Nginx 1.30.2
NGINX, the worlds most widely used web server and reverse proxy, has released version 1.30.2 on May 22, 2026. The update is a security release that addresses a heap buffer overflow vulnerability in the ngx_http_rewrite_module, designated CVE-2026-9256.
What Changed
The vulnerability, nicknamed "nginx-poolslip" by security researchers, affects configurations using overlapping captures in rewrite rules. A remote attacker could craft a request that triggers a heap buffer overflow in the NGINX worker process, potentially leading to a denial-of-service condition or, in more severe cases, arbitrary code execution.

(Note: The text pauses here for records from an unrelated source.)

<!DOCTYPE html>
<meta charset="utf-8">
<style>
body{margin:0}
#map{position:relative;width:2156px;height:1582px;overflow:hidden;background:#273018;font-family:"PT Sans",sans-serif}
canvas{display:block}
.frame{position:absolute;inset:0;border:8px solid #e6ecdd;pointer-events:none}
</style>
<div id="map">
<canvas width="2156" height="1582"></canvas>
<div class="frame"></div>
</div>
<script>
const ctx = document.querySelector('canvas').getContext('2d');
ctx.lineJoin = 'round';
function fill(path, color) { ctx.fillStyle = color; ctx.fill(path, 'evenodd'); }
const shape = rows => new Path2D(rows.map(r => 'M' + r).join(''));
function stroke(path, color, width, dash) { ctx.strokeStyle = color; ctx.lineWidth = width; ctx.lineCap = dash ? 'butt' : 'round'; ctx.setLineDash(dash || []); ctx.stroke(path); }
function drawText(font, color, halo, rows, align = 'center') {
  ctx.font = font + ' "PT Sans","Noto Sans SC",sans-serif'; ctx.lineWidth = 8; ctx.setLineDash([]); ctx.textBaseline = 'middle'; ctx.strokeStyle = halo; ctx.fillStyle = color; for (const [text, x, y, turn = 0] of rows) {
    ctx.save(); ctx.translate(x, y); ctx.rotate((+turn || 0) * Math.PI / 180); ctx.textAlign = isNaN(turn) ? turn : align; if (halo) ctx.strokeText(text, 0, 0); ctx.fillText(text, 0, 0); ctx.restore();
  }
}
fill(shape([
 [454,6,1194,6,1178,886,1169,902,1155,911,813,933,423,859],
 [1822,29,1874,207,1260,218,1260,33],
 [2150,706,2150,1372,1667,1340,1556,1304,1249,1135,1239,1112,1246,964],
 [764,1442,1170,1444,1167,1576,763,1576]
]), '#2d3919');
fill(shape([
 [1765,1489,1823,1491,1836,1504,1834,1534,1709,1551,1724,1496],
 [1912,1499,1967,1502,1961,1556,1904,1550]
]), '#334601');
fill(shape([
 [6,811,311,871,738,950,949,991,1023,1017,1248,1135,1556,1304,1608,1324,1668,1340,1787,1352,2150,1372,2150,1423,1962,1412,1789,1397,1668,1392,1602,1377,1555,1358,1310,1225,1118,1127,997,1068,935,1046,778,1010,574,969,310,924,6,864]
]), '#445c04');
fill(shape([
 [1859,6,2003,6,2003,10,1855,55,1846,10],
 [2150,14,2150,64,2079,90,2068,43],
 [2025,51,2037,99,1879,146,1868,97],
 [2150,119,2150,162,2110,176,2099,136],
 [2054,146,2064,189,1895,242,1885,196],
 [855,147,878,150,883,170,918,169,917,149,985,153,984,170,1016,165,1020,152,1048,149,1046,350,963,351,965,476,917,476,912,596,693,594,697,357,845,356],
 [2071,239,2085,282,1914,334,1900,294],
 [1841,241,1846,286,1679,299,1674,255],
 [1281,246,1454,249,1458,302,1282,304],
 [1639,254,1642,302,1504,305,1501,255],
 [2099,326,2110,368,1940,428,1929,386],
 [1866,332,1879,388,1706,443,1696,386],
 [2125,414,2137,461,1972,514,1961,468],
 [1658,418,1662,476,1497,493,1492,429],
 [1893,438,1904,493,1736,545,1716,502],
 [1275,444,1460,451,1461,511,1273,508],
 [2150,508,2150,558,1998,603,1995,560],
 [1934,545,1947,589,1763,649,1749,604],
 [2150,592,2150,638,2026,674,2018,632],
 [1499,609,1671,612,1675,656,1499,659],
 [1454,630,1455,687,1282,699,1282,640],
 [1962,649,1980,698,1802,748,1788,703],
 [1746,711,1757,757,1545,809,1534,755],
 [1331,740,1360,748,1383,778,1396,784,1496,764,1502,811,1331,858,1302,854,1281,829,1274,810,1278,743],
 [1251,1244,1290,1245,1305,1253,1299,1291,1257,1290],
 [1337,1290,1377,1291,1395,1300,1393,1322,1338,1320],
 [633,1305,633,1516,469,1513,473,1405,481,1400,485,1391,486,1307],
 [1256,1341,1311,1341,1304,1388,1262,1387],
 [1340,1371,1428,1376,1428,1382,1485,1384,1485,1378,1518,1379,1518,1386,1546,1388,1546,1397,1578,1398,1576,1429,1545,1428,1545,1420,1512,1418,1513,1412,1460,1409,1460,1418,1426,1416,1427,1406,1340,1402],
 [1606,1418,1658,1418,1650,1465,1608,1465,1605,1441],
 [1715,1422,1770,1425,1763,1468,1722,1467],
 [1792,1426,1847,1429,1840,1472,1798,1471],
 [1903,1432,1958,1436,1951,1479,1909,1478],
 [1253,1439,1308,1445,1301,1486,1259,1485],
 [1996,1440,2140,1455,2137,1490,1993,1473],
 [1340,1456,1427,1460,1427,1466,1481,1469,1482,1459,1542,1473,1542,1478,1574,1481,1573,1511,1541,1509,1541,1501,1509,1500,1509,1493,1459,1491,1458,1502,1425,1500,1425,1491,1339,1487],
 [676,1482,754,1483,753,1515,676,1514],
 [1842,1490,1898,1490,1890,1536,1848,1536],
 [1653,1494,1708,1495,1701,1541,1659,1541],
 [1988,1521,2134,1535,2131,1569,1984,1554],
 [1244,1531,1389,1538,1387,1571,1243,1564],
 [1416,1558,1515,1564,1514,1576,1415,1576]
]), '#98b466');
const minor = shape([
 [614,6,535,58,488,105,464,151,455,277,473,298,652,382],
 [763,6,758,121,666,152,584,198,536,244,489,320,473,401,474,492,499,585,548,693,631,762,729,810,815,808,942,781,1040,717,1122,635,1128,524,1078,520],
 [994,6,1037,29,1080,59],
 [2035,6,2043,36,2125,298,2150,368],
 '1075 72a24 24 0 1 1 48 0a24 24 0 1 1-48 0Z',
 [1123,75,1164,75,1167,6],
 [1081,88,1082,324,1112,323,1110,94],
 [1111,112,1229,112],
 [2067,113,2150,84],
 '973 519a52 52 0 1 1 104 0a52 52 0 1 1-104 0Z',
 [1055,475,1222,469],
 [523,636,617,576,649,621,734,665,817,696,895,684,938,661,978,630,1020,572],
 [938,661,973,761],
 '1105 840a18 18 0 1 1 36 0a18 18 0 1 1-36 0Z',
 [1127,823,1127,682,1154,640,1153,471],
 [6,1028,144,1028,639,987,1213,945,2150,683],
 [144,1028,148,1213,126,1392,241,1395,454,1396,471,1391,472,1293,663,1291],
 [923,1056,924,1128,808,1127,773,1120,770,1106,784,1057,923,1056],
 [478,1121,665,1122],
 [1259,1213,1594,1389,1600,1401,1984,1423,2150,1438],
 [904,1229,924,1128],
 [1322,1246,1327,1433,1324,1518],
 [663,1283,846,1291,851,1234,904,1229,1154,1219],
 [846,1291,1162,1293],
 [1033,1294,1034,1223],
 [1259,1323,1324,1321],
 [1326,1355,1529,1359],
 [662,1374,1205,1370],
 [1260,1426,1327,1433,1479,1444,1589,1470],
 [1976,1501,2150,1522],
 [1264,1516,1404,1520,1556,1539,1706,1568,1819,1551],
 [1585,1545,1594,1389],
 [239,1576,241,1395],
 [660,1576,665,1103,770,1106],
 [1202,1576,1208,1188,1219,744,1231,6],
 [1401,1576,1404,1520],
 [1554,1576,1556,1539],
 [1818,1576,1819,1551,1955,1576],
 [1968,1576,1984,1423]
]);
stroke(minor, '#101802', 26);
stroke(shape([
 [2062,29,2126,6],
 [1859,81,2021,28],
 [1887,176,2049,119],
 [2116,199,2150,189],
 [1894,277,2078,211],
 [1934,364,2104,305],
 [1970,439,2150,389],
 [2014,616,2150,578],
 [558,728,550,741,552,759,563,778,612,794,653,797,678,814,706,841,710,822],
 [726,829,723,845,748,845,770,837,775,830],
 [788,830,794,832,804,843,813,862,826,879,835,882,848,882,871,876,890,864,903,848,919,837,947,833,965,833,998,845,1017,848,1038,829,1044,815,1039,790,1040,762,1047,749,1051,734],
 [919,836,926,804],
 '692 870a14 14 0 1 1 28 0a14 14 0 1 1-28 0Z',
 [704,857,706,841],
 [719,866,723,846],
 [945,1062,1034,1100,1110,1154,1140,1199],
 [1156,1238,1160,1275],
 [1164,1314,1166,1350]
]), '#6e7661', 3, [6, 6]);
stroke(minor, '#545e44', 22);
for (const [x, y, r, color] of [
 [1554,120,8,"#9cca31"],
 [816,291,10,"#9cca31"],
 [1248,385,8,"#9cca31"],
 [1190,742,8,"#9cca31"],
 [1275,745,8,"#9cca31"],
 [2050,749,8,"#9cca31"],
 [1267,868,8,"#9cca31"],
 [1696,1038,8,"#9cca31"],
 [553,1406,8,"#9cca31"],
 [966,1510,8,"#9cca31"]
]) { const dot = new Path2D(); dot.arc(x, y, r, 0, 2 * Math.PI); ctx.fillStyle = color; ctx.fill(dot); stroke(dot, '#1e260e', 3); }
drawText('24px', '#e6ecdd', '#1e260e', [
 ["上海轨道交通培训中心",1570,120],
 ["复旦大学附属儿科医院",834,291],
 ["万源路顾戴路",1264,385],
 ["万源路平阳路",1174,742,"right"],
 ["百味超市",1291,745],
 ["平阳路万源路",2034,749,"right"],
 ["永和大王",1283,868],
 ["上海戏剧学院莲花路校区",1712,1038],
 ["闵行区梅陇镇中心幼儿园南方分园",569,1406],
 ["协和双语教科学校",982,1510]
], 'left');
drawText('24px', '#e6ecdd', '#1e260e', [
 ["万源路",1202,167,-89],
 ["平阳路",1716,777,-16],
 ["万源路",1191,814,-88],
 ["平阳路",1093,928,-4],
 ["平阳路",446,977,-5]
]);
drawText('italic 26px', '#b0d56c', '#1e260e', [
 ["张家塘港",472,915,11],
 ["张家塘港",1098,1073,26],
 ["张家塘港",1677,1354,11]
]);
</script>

The CVSS severity rating for CVE-2026-9256 is medium, but the exploit surface is broad — any NGINX deployment with complex rewrite rules using capture groups is potentially at risk.
Why It Matters
NGINX powers over 30% of all websites globally, making security vulnerabilities in the server a systemic risk across the internet. While this particular vulnerability requires specific configuration conditions to exploit, the potential for denial-of-service attacks makes patching a priority for production deployments.
The fix is included in both the 1.30.2 stable branch and the 1.31.1 mainline branch, ensuring that users on either track receive the security patch.
Whats Next
NGINXs new release model, announced May 13, 2026, introduces Long-Term Support (LTS) releases alongside Continuous Releases (CR). Users running mission-critical deployments should evaluate the LTS track for longer stability windows. The 1.30.x stable branch continues to receive security backports and critical bug fixes.
Administrators are strongly advised to update immediately. The standard apt-get upgrade nginx or equivalent package manager command will apply the patch for most distributions.